Ao que tudo indica, no entanto, os militares devem ficar de fora da reforma – ou ter regras diferentes. O novo comandante do Exército, general Edson Pujol, por exemplo, disse que as Forças Armadas não devem ser incluídas na reforma, e o novo dirigente da Marinha defendeu o sistema diferenciado de aposentadoria militar.
O ministro-chefe da Secretaria de Governo, Carlos Alberto dos Santos Cruz, também já defendeu essa posição publicamente.
Além do presidente – que é capitão reformado do Exército – e do vice, o general Hamilton Mourão, o alto escalão do governo Bolsonaro tem seis cargos ocupados por militares.
A reforma dos sistemas de aposentaria no Brasil é considerada um tema essencial para o governo, sem a qual será difícil sanar as contas públicas. E a inclusão ou não dos militares na mudança tem sido tema polêmico desde o governo anterior, quando o presidente Michel Temer excluiu os militares de sua proposta de reforma.
Mas afinal, quais diferenças entre a aposentadoria dos militares e dos civis?
Crescimento da dívida
Entre 2017 e 2018, o déficit de gastos com seguridade social dos militares fora da ativa subiu mais que o do INSS e mais que o sistema de servidores públicos, de acordo com dados oficiais.
O rombo com a aposentadoria dos militares foi de 35,9 bilhões para 40,54% bilhões (até novembro de 2018), um aumento de 12,5%. O déficit para 2019 está projetado em R$ 43,3 bilhões, de acordo com dados da proposta orçamentária para esse ano. Esse valor é 47,7% dos R$ 90 bilhões de déficit previdenciário do setor público.
Enquanto isso, o déficit do INSS cresceu 7,4% entre 2017 e 2018, e o dos funcionário públicos da União cresceu 5,22% no mesmo período.
O Ministério da Defesa afirma que os valores referentes aos militares inativos não se tratam de “despesa previdenciária”. Portanto, o gasto projetado de R$ 43,3 bilhões não pode ser entendido como “déficit previdenciário”.
A média de valores das aposentadorias e os tetos também são diferentes.

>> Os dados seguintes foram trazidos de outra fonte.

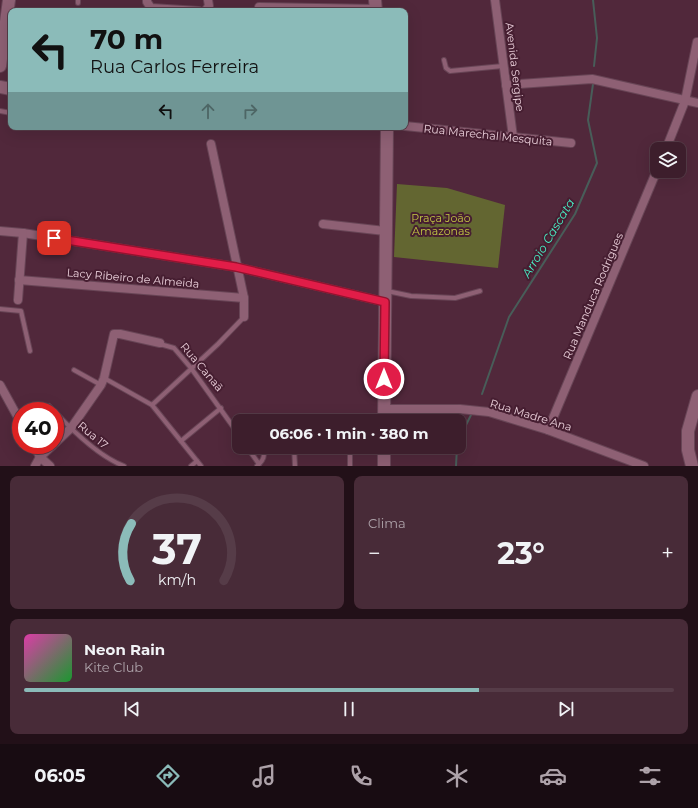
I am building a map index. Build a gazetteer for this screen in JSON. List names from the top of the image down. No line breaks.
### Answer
{"streets":{"street":["Avenida Sergipe","Rua Marechal Mesquita","Lacy Ribeiro de Almeida","Rua Manduca Rodrigues","Rua Canaã","Rua Madre Ana"],"lane":["Rua 17"]},"crossings":[["Avenida Sergipe","Rua Marechal Mesquita"],["Rua Manduca Rodrigues","Rua Madre Ana"],["Rua Canaã","Rua 17"]],"water":["Arroio Cascata"],"parks":["Praça João Amazonas"],"page":{"turn":["70 m","Rua Carlos Ferreira"],"limit":"40","trip":"06:06 · 1 min · 380 m","tile":"Clima","heat":["−","23°","+"],"song":["Neon Rain","Kite Club"],"tabs":"06:05","gauge":["37","km/h"]}}
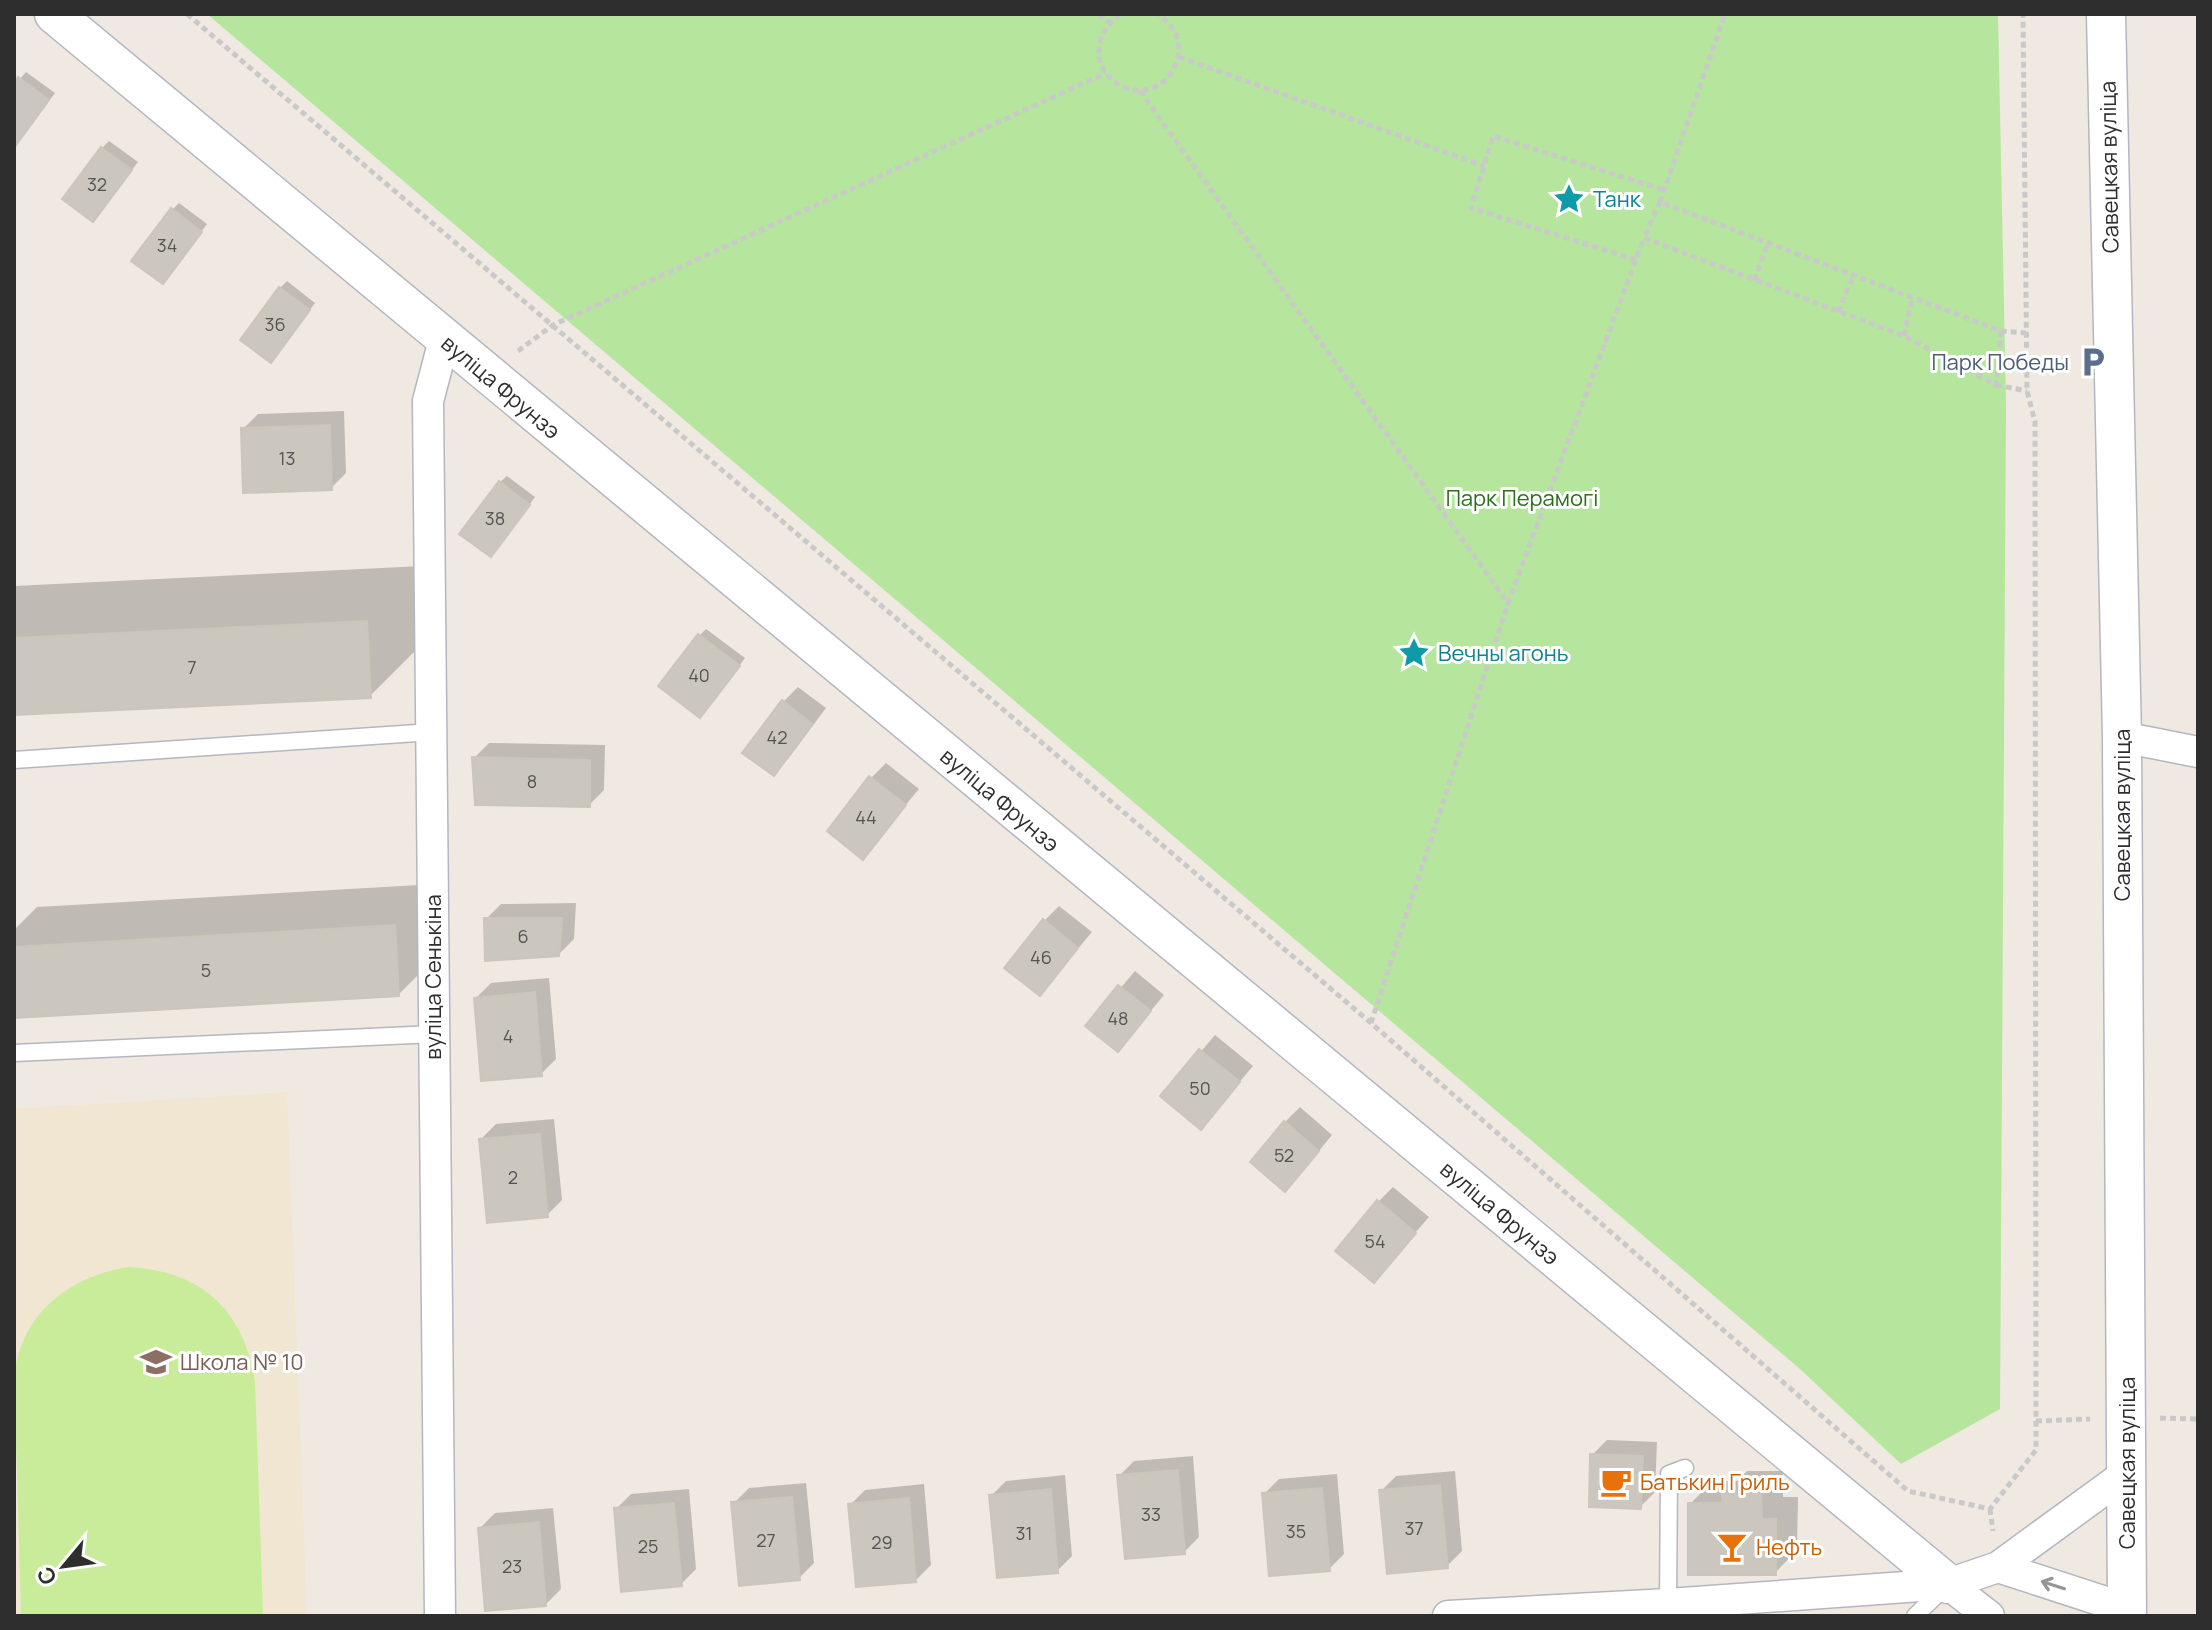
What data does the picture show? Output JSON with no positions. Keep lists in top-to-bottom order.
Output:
{
  "streets": {
    "street": ["Савецкая вуліца", "вуліца Фрунзэ", "вуліца Сенькіна"]
  },
  "crossings": [
    ["вуліца Фрунзэ", "вуліца Сенькіна"]
  ],
  "parks": ["Парк Перамогі"],
  "places": {
    "place": ["Танк", "Вечны агонь"],
    "parking": ["Парк Победы"],
    "school or university": ["Школа № 10"],
    "cafe": ["Батькин Гриль"],
    "bar": ["Нефть"]
  },
  "house_numbers": [
    "32",
    "34",
    "36",
    "13",
    "38",
    "7",
    "40",
    "42",
    "8",
    "44",
    "6",
    "46",
    "5",
    "48",
    "4",
    "50",
    "52",
    "2",
    "54",
    "33",
    "37",
    "35",
    "31",
    "27",
    "29",
    "25",
    "23"
  ],
  "north": "bottom left"
}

Militares reformados e da reserva ganham em média R$ 13,7 mil por mês. Funcionários públicos da União ganham em média R$ 9 mil e quem se aposenta pelo INSS custa em média R$ 1,8 mil por mês para a previdência – com grandes discrepâncias entre quem recebe mais e quem recebe menos.
Na Previdência Social, para trabalhadores do setor privado, o teto atual da aposentadoria é de R$ 5.645. Já um militar que vai para a reserva não possui um limite máximo para os valores recebidos. Em tese, ele está sujeito ao teto constitucional, equivalente ao salário de ministros do STF, reajustado recentemente para R$ 39,3 mil.
Contribuição
Os militares brasileiros não estão vinculados à Previdência Social (o regime RGPS – Regime Geral de Previdência Social-, administrado pelo INSS) nem ao sistema previdenciário próprio dos funcionários públicos, o RPPS (Regime Próprio de Previdência Social).

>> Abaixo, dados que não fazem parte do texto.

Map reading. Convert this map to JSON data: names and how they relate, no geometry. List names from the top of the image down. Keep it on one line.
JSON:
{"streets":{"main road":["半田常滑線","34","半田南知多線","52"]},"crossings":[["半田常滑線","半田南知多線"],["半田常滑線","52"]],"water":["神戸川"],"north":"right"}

Eles têm um sistema próprio de seguridade após saírem da ativa, e as muitas diferenças entre os sistema militar e os sistemas de previdência civil são resultado de uma grande diferença conceitual.

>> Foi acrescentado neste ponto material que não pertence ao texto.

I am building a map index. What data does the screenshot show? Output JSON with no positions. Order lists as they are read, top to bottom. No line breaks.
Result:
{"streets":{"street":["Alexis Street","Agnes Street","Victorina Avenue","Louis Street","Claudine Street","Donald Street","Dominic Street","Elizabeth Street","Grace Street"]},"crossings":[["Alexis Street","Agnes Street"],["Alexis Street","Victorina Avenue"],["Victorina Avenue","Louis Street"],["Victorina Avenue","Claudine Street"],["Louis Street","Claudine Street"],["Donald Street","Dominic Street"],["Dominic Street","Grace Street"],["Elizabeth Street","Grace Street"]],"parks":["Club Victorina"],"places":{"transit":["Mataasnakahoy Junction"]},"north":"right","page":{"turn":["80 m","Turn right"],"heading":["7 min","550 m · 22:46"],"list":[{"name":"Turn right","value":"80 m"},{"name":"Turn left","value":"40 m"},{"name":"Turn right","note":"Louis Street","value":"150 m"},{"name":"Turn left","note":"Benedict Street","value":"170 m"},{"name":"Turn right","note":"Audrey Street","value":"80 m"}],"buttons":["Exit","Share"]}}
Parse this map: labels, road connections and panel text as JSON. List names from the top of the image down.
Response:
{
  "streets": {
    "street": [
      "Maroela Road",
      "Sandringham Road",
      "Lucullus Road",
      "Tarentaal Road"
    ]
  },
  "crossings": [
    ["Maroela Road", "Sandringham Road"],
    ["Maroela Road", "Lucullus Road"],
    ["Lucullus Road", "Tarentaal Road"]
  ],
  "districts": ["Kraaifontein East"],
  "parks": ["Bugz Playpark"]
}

O entendimento jurídico que se tem em relação à saída dos militares da ativa, hoje, é que eles na verdade não se aposentam, passam para a reserva e, a partir de certa idade, são reformados, explica o professor Luís Eduardo Afonso, especialista em previdência da USP (Universidade de São Paulo).
Na reserva, eles podem ser chamados em caso de guerra – o que na prática não costuma acontecer, já que o Brasil não convoca reservistas para um conflito desde a Segunda Guerra Mundial (1939-1945).
Então, o que o militar recebe tecnicamente não é entendido como um benefício previdenciário, é entendido como um salário – mesmo que na prática ele esteja inativo. Por isso, os militares na ativa não fazem contribuições para suas aposentadorias, apenas para pensões, que vão para dependentes em caso de infortúnios.
“Na prática, o que acontece é que toda a sociedade está pagando pela aposentadoria dos militares. É uma alocação de recursos que não é adequada”, afirma Luís Eduardo Afonso.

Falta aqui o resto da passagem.